Content starts

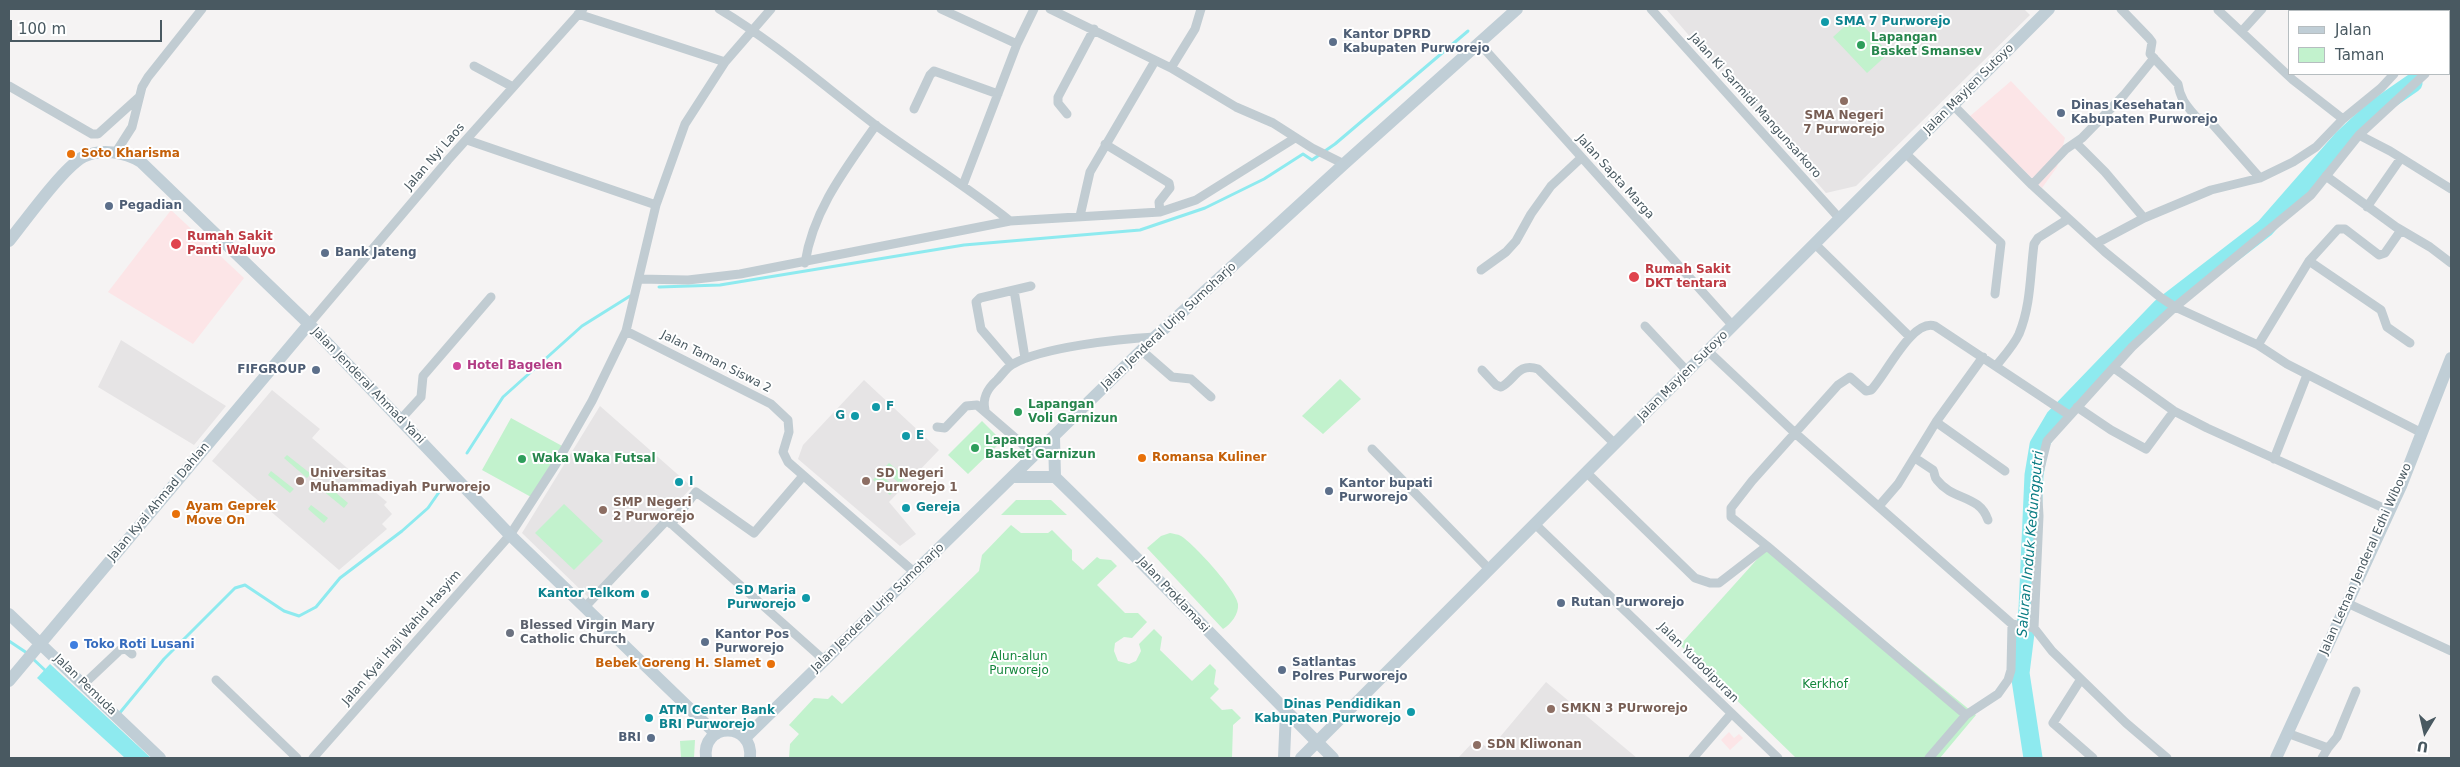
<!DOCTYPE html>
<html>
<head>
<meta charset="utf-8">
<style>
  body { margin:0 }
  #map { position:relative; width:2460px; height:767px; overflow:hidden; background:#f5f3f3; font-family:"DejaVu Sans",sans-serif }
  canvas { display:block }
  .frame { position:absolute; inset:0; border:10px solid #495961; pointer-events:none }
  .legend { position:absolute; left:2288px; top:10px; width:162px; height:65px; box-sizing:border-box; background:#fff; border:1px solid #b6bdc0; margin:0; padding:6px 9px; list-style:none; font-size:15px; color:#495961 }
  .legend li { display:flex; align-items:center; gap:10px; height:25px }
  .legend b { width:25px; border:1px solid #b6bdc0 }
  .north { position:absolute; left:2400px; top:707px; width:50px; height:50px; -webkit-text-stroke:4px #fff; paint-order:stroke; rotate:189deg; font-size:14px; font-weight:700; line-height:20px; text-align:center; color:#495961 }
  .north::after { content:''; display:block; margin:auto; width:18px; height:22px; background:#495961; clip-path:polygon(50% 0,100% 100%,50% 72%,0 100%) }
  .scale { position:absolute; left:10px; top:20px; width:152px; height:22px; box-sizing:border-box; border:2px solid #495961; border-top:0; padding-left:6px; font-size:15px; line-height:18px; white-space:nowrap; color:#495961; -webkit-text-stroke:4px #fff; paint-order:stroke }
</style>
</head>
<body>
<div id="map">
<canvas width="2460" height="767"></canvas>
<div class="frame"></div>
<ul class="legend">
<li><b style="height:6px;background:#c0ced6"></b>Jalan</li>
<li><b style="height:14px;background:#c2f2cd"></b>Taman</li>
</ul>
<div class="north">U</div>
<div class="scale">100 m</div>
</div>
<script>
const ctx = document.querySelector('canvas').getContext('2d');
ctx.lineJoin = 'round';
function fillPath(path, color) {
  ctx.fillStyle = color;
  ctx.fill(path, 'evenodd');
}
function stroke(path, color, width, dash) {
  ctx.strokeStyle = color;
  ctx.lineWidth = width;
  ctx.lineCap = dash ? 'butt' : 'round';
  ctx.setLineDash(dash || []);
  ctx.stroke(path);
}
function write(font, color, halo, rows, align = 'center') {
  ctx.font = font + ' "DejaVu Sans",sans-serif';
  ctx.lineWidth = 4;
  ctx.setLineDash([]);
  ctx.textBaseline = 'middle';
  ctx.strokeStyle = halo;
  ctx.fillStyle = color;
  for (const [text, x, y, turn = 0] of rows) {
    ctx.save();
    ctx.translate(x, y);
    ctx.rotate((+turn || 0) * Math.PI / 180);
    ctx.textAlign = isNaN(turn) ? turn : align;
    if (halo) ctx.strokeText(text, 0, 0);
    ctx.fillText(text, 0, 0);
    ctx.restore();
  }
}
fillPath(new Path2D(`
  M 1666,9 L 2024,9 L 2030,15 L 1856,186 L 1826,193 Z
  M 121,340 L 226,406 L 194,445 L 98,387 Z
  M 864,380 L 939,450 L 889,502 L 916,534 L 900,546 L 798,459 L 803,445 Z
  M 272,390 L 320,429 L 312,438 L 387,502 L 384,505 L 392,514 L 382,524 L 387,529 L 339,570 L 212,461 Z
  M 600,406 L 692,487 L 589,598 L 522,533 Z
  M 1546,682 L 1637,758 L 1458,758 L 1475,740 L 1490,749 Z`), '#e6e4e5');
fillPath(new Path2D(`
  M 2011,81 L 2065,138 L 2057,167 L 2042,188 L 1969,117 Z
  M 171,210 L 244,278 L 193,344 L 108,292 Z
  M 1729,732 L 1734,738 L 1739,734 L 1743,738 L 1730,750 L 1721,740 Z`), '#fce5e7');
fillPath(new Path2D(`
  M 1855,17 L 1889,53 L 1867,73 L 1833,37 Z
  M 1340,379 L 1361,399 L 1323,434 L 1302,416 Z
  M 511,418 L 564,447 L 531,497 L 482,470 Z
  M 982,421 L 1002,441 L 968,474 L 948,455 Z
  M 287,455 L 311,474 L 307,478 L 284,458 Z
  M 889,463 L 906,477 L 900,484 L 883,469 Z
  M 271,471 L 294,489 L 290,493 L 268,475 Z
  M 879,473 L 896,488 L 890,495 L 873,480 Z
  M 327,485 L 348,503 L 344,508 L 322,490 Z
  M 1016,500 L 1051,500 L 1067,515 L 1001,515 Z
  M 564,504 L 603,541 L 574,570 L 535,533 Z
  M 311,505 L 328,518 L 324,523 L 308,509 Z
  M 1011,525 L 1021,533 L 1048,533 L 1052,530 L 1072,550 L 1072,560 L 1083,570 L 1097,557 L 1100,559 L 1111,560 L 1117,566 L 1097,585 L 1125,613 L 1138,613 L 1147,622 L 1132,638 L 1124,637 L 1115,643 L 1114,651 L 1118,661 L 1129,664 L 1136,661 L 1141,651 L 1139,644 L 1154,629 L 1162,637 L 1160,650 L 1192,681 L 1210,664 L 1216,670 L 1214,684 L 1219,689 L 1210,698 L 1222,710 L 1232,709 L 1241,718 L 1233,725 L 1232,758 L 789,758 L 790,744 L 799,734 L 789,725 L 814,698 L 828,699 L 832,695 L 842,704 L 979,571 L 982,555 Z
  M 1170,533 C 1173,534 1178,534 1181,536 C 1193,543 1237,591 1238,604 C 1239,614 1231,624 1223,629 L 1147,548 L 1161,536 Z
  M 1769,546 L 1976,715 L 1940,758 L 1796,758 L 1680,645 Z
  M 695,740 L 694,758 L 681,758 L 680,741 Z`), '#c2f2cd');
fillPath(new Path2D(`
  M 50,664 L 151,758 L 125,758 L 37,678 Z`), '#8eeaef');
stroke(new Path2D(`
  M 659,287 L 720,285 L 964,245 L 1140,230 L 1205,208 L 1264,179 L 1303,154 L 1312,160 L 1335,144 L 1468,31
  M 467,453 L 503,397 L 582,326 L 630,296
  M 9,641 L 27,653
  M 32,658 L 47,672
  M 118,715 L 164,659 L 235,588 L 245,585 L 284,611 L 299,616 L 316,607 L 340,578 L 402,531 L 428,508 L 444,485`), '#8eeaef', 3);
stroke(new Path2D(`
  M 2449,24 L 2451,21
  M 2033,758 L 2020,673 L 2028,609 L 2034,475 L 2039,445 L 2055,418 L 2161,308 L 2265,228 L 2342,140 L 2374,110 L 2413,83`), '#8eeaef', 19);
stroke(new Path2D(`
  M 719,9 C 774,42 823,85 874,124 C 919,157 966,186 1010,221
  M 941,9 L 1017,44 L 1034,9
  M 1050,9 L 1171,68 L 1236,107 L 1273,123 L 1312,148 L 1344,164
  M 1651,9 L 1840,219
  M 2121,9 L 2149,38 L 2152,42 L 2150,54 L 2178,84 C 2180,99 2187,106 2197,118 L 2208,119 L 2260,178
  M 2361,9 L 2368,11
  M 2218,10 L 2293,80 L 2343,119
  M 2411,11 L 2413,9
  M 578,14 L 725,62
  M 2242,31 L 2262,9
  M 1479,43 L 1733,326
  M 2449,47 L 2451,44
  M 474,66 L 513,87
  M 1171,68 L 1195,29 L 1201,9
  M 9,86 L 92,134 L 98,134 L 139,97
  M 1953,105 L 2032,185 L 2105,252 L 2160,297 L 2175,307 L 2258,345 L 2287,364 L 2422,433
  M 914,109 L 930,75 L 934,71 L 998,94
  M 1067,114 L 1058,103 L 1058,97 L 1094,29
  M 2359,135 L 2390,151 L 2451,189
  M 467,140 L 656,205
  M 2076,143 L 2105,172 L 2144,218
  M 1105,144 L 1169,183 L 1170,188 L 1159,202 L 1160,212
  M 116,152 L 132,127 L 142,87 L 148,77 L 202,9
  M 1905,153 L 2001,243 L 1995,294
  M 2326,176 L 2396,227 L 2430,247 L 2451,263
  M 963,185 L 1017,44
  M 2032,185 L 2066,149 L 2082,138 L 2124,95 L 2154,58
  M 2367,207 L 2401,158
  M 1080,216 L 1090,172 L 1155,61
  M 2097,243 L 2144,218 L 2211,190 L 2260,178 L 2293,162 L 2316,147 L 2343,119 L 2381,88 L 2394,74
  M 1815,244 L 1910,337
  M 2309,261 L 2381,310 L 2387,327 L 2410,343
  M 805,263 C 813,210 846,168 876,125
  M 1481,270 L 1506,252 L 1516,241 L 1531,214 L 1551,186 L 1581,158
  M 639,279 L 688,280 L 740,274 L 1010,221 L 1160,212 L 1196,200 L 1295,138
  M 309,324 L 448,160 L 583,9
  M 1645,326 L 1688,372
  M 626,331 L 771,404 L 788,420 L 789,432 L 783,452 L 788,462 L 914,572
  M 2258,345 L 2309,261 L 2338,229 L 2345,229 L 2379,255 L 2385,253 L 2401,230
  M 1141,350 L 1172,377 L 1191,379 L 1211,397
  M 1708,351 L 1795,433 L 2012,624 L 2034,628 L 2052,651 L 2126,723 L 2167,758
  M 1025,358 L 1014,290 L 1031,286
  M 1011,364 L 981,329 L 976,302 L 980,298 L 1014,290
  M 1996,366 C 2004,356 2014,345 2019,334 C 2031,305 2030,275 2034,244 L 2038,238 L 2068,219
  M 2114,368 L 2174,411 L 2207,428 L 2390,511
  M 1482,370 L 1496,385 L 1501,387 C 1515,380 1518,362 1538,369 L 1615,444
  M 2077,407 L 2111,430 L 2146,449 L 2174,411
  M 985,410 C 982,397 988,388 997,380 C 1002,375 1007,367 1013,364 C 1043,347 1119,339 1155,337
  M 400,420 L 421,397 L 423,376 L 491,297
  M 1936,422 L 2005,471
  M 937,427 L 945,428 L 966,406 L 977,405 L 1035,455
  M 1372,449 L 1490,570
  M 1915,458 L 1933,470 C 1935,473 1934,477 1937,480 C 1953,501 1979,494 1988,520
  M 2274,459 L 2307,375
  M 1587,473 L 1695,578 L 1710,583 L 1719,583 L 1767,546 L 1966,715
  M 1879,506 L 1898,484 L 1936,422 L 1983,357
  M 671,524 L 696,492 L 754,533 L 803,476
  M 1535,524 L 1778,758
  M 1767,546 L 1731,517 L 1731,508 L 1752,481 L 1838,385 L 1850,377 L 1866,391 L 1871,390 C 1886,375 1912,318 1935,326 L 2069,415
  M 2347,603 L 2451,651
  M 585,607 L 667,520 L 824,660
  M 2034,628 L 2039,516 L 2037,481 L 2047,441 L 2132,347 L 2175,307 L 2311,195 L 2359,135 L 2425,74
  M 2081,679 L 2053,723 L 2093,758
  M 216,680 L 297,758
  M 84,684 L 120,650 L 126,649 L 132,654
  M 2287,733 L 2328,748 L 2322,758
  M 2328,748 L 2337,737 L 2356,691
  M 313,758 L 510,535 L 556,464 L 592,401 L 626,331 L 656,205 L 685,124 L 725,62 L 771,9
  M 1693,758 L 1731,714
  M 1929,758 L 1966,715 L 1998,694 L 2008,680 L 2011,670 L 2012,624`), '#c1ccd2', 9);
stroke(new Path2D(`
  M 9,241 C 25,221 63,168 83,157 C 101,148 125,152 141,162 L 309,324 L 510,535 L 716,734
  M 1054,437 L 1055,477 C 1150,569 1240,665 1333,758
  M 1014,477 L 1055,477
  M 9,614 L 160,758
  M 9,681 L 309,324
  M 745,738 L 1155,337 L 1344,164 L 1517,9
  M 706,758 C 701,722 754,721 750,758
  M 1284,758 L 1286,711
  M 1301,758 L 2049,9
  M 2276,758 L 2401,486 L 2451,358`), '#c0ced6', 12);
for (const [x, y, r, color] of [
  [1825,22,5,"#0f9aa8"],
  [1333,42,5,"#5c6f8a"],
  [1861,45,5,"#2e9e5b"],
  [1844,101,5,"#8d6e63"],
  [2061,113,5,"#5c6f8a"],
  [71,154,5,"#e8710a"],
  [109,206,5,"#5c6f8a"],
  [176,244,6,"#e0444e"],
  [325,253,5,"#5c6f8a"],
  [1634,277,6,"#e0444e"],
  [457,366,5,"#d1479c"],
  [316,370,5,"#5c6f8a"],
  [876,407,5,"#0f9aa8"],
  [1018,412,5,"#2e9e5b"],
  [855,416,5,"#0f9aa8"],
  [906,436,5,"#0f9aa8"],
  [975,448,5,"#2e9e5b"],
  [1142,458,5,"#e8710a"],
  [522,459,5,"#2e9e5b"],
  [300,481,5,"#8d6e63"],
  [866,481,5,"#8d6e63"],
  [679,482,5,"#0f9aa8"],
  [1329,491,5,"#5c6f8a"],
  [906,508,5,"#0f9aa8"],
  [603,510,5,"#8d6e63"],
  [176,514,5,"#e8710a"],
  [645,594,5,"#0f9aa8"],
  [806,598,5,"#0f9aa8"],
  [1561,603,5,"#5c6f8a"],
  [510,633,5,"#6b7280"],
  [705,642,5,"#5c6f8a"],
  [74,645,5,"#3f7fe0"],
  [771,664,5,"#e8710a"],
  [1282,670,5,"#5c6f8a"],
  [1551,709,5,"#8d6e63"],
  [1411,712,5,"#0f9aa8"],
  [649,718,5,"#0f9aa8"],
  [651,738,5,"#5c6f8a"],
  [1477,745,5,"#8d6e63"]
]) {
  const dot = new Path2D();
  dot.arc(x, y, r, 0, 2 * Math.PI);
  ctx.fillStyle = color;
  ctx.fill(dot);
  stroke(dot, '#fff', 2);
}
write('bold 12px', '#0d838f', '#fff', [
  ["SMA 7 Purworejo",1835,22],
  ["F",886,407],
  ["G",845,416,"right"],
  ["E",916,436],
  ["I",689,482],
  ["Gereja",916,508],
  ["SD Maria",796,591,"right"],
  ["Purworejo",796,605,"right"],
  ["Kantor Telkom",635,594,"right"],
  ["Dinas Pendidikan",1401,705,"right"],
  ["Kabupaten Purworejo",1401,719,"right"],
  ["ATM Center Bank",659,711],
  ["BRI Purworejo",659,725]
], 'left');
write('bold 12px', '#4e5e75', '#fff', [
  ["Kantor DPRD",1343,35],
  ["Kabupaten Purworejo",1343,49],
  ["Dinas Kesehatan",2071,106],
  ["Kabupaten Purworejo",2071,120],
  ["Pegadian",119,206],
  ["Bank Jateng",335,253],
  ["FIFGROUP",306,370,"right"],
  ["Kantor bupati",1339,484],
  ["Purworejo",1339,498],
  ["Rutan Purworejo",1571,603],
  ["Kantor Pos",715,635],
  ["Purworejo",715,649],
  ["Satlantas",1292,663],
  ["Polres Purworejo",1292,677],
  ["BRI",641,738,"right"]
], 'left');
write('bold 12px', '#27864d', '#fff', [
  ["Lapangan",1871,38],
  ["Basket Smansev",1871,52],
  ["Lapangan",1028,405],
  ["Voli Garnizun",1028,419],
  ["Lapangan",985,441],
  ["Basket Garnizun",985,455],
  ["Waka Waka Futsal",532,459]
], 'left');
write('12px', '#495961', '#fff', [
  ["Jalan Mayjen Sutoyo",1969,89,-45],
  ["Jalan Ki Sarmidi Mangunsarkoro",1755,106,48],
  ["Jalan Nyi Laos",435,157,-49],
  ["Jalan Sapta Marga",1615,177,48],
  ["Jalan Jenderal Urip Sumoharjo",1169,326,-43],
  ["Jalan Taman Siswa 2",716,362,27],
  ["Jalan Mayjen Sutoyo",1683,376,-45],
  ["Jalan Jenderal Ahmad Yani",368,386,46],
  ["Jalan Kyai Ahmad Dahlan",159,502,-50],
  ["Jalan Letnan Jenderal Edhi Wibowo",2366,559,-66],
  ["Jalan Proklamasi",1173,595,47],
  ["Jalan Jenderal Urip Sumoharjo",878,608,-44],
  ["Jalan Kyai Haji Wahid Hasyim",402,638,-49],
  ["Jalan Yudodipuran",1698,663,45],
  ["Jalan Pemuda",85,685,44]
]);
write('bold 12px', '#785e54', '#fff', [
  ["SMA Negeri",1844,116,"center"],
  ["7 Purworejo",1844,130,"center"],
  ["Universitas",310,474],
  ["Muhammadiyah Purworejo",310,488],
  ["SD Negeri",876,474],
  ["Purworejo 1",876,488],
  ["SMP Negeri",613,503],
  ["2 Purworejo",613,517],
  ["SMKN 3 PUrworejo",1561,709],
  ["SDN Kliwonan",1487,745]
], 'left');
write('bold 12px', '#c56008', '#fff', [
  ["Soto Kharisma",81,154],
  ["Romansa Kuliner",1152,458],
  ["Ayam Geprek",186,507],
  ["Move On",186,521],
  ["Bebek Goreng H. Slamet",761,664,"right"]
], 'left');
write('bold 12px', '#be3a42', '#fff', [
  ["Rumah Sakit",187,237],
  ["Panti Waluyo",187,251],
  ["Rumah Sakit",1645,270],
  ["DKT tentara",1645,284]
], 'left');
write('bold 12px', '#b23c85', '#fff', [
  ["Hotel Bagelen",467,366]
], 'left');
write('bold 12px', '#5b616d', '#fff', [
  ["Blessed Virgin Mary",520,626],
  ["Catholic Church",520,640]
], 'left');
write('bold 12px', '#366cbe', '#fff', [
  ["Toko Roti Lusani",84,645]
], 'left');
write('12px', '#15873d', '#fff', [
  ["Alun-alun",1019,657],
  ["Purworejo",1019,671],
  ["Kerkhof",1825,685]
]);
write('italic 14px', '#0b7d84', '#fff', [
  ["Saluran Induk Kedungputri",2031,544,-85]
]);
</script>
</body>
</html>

Content ends

_TASK REQUIREMENTS_
Starting at the line that has "ctx.strokeStyle = halo;" in the records above, restate word for word every line until the one that has "M 121,340 L 226,406 L 194,445 L 98,387 Z", and include that one as well.

_ANSWER SECTION_
  ctx.strokeStyle = halo;
  ctx.fillStyle = color;
  for (const [text, x, y, turn = 0] of rows) {
    ctx.save();
    ctx.translate(x, y);
    ctx.rotate((+turn || 0) * Math.PI / 180);
    ctx.textAlign = isNaN(turn) ? turn : align;
    if (halo) ctx.strokeText(text, 0, 0);
    ctx.fillText(text, 0, 0);
    ctx.restore();
  }
}
fillPath(new Path2D(`
  M 1666,9 L 2024,9 L 2030,15 L 1856,186 L 1826,193 Z
  M 121,340 L 226,406 L 194,445 L 98,387 Z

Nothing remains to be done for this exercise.